▶ **PROBLEM**: Spot each line in the records below where the word "stream" occurs, then copy it.

▶ **DATA SUPPLIED**:
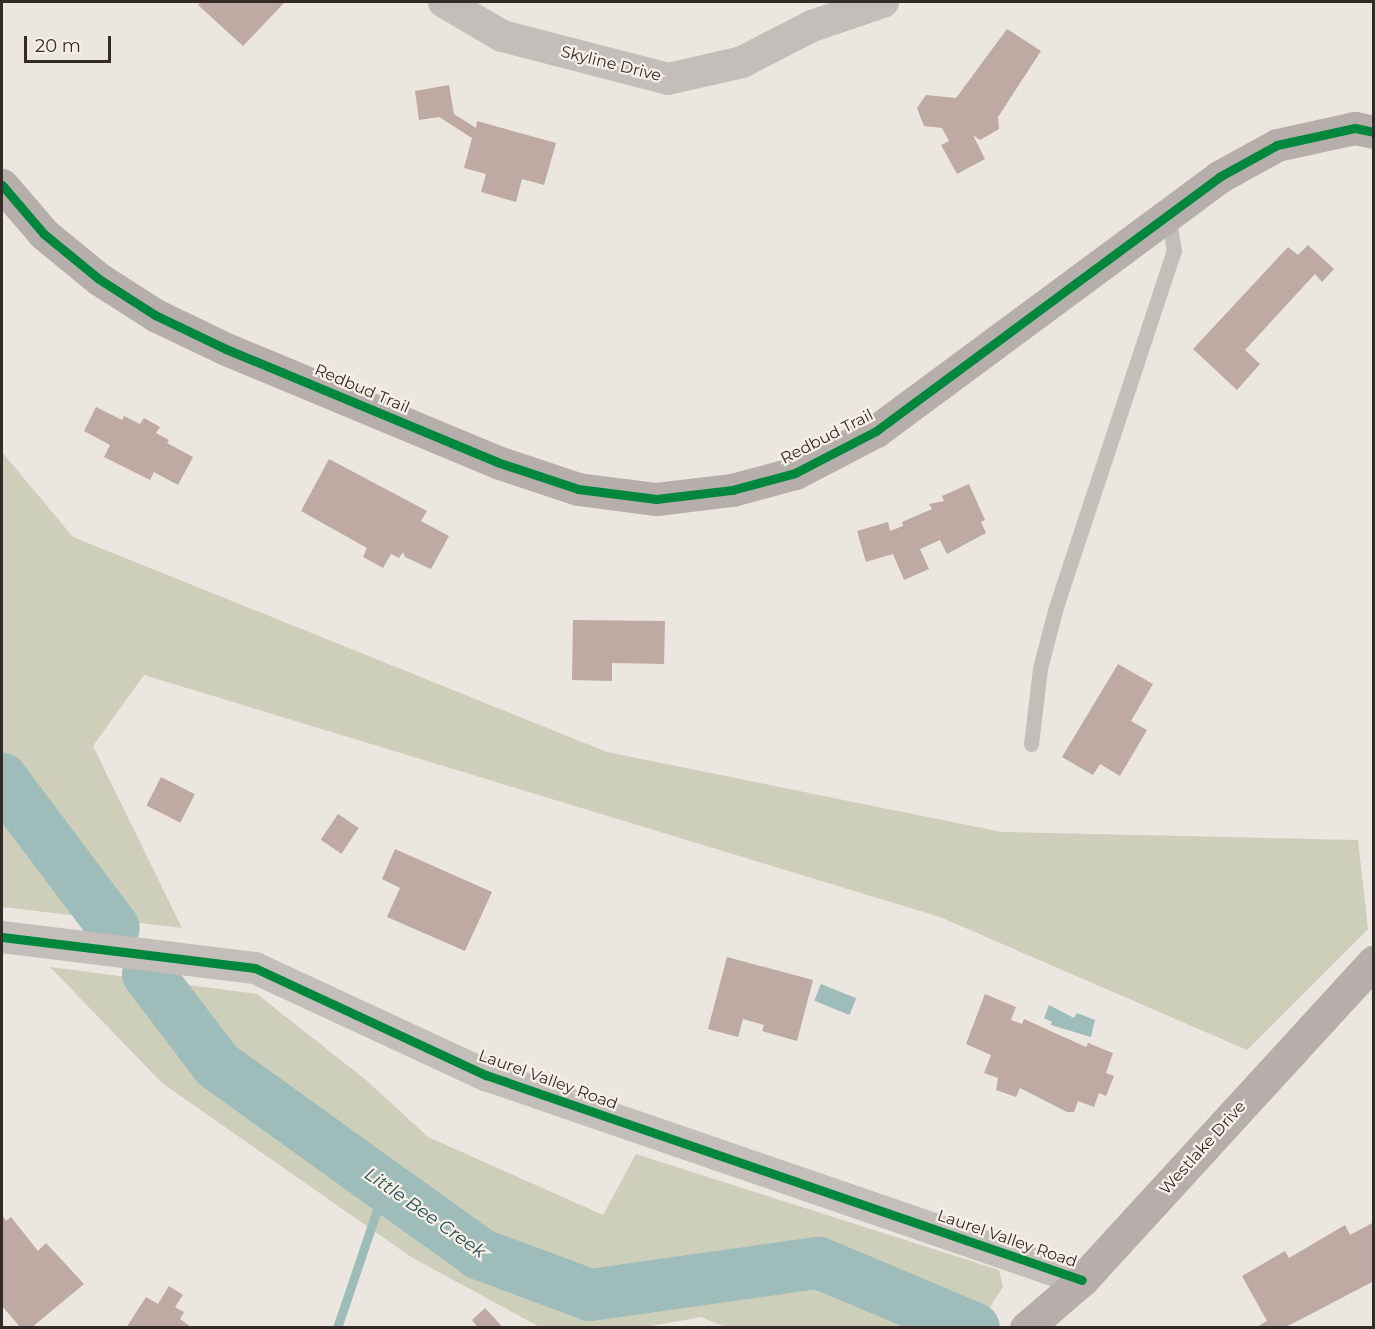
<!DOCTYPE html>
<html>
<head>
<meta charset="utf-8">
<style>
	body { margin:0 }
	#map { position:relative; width:1375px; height:1329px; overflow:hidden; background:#ece6e0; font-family:Montserrat,sans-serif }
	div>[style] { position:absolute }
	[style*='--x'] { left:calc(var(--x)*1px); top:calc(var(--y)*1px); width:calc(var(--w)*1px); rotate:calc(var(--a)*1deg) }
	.green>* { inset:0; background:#cdcfbb }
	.water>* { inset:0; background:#9ebcba; transform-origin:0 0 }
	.stream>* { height:9px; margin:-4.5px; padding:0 4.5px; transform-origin:4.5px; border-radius:4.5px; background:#9ebcba }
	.river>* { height:52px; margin:-26px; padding:0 26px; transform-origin:26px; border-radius:26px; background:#9ebcba }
	.building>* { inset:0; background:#beaaa3; transform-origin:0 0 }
	.lane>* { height:15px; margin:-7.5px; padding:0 7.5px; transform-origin:7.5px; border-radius:7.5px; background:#c4beba }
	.street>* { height:32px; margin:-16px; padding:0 16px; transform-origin:16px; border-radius:16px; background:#c4beba }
	.secondary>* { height:33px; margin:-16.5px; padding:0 16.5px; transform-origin:16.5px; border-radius:16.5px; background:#b5aeaa }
	.cycleway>* { height:9px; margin:-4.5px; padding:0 4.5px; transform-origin:4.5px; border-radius:4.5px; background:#00873e }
	span { translate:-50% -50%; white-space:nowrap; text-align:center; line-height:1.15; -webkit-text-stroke:4.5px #f8f0e8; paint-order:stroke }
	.street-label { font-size:16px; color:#342b28 }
	.water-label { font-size:18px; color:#215152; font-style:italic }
	.frame { position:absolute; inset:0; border:3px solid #342b28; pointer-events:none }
	.scale { position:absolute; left:24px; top:36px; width:87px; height:27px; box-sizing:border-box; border:3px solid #342b28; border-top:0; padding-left:8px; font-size:18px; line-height:21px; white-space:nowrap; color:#342b28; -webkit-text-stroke:4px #f8f0e8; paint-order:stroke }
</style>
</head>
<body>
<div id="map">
	<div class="green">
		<div style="clip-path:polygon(2px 452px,73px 537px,607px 752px,1002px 832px,1358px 840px,1368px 929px,1247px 1050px,940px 917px,144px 675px,93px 746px,182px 928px,2px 907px)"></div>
		<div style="clip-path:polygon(50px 967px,257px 994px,366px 1080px,428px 1137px,603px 1215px,636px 1154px,999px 1270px,1003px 1287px,977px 1327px,728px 1328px,701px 1317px,645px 1327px,540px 1327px,411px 1257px,162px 1083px)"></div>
	</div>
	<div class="water">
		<div style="left:821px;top:984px;width:38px;height:18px;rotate:22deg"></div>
		<div style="clip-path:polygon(1049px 1005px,1074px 1018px,1077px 1013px,1095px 1020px,1091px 1037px,1051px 1025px,1052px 1022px,1044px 1018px)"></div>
	</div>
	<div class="stream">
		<div style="--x:337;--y:1328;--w:150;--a:-71.3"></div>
	</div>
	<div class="river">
		<div style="--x:2;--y:779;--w:186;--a:53.1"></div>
		<div style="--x:148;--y:974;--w:114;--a:52.8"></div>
		<div style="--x:217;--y:1065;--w:324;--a:35.7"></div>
		<div style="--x:480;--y:1254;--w:117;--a:20.4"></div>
		<div style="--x:590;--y:1295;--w:231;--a:-8"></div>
		<div style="--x:819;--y:1263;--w:168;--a:22.8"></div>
	</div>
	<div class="building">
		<div style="clip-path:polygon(201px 2px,285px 2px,243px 46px,198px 5px)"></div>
		<div style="clip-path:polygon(1007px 29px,1041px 51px,998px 117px,999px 129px,980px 140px,973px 135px,985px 159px,957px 174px,941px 145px,949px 141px,942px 128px,924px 126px,917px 108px,926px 95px,956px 98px)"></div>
		<div style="clip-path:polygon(449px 85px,454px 114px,476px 128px,477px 121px,556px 143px,544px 185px,522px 179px,516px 202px,481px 192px,486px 174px,464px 168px,472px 138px,439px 117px,419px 120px,415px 91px)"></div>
		<div style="clip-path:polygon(1308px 245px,1334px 269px,1322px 282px,1315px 274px,1245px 350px,1260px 364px,1237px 390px,1193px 349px,1288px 247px,1298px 255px)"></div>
		<div style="clip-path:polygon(96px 407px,122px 420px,124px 416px,140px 424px,144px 418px,160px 427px,156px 433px,169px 440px,167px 443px,193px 457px,178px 485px,154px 472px,150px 480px,104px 457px,110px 445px,84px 431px)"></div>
		<div style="clip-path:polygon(329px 459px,427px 511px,421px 521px,449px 536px,431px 569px,405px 557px,403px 552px,399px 558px,391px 554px,383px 568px,363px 557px,367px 548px,301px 511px)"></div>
		<div style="clip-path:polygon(969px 484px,985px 520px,981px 522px,986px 533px,947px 554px,940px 540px,920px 549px,929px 569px,904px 580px,893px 554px,866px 562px,857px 531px,888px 522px,890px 531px,903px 526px,902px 522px,932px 509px,929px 504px,944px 501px,942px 496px)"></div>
		<div style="clip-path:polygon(573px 620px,665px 621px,664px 664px,612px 663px,612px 681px,572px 680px)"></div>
		<div style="clip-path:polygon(1118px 664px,1153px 684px,1131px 721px,1147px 730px,1120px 776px,1100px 764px,1093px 775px,1062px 757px)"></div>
		<div style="left:161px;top:777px;width:38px;height:32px;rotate:27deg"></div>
		<div style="left:338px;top:814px;width:25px;height:31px;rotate:34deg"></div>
		<div style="clip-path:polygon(395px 849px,492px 892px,465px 951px,387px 917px,400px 888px,382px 879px)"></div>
		<div style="clip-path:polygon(727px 957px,813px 980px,797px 1041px,762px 1031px,764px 1025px,743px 1019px,738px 1037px,708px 1029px)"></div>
		<div style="clip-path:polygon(985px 994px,1016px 1007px,1011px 1020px,1022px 1024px,1024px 1019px,1086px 1047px,1088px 1043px,1113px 1053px,1106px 1073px,1114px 1076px,1106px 1096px,1099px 1093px,1094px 1107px,1078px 1101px,1074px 1112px,1067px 1112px,1020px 1088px,1016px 1097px,996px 1090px,998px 1078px,984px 1073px,991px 1055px,966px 1044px)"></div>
		<div style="clip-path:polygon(2px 1215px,6px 1221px,11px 1217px,38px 1251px,46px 1243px,84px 1284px,31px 1328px,21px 1328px,2px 1306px)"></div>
		<div style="clip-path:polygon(1374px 1222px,1374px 1281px,1284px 1328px,1255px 1328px,1267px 1321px,1242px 1276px,1285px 1251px,1289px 1258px,1345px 1225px,1350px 1235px)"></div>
		<div style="clip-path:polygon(169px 1286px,183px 1295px,175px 1307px,184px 1312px,180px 1319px,192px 1328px,126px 1328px,146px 1297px,158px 1304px)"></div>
		<div style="clip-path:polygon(485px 1308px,498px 1322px,503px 1328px,478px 1328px,472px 1320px)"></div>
	</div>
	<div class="lane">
		<div style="--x:1031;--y:744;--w:77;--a:-83.2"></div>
		<div style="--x:1040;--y:668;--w:63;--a:-75.3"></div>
		<div style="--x:1056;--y:607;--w:375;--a:-71.7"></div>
		<div style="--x:1174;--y:251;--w:37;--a:-99"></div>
	</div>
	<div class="street">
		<div style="--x:444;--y:2;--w:67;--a:30.4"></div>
		<div style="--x:502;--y:36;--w:171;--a:14.5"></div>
		<div style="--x:668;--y:79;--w:76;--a:-12.9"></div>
		<div style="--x:742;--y:62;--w:79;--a:-27.2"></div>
		<div style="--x:812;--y:26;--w:75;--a:-18.7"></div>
		<div style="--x:2;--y:937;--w:255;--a:7"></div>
		<div style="--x:255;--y:968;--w:255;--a:24.9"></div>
		<div style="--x:486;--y:1075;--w:630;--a:18.98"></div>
	</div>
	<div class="secondary">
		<div style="--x:2;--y:185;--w:65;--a:49.4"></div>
		<div style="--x:44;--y:234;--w:71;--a:39.3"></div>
		<div style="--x:99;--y:279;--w:67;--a:32.7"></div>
		<div style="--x:155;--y:315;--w:79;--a:25.6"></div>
		<div style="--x:226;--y:349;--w:294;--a:22.6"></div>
		<div style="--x:497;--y:462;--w:85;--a:18.4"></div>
		<div style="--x:578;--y:489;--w:79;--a:7.3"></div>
		<div style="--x:656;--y:499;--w:77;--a:-6.8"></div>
		<div style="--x:732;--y:490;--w:65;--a:-15.1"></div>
		<div style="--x:795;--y:473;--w:91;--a:-27.4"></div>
		<div style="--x:876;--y:431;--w:427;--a:-36.5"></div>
		<div style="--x:1219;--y:177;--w:66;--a:-28.9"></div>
		<div style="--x:1277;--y:145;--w:80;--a:-12.3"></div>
		<div style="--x:1355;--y:128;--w:19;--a:12"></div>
		<div style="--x:1026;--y:1328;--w:74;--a:-40.6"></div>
		<div style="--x:1082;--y:1280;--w:432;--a:-47.5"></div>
	</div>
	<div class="cycleway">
		<div style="--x:2;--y:185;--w:65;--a:49.4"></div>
		<div style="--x:44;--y:234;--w:71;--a:39.3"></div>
		<div style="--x:99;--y:279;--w:67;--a:32.7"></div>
		<div style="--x:155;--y:315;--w:79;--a:25.6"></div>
		<div style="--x:226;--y:349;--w:294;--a:22.6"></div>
		<div style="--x:497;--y:462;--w:85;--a:18.4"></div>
		<div style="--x:578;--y:489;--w:79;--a:7.3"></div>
		<div style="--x:656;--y:499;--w:77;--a:-6.8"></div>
		<div style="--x:732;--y:490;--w:65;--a:-15.1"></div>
		<div style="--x:795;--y:473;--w:91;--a:-27.4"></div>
		<div style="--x:876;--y:431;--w:427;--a:-36.5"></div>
		<div style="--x:1219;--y:177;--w:66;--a:-28.9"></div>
		<div style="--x:1277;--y:145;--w:80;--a:-12.3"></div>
		<div style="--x:1355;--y:128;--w:19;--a:12"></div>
		<div style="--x:2;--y:937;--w:255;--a:7"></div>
		<div style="--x:255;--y:968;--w:255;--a:24.9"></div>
		<div style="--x:486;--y:1075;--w:630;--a:18.98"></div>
	</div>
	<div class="street-label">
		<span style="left:611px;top:64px;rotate:14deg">Skyline Drive</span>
		<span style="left:362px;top:389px;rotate:23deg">Redbud Trail</span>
		<span style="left:827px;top:437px;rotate:-27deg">Redbud Trail</span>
		<span style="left:548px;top:1080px;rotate:20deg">Laurel Valley Road</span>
		<span style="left:1203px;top:1148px;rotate:-48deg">Westlake Drive</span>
		<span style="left:1007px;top:1239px;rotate:19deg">Laurel Valley Road</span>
	</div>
	<div class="water-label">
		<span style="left:425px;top:1213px;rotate:35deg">Little Bee Creek</span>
	</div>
	<div class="frame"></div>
	<div class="scale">20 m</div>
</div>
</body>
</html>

▶ **ANSWER SPACE**:
	.stream>* { height:9px; margin:-4.5px; padding:0 4.5px; transform-origin:4.5px; border-radius:4.5px; background:#9ebcba }
	<div class="stream">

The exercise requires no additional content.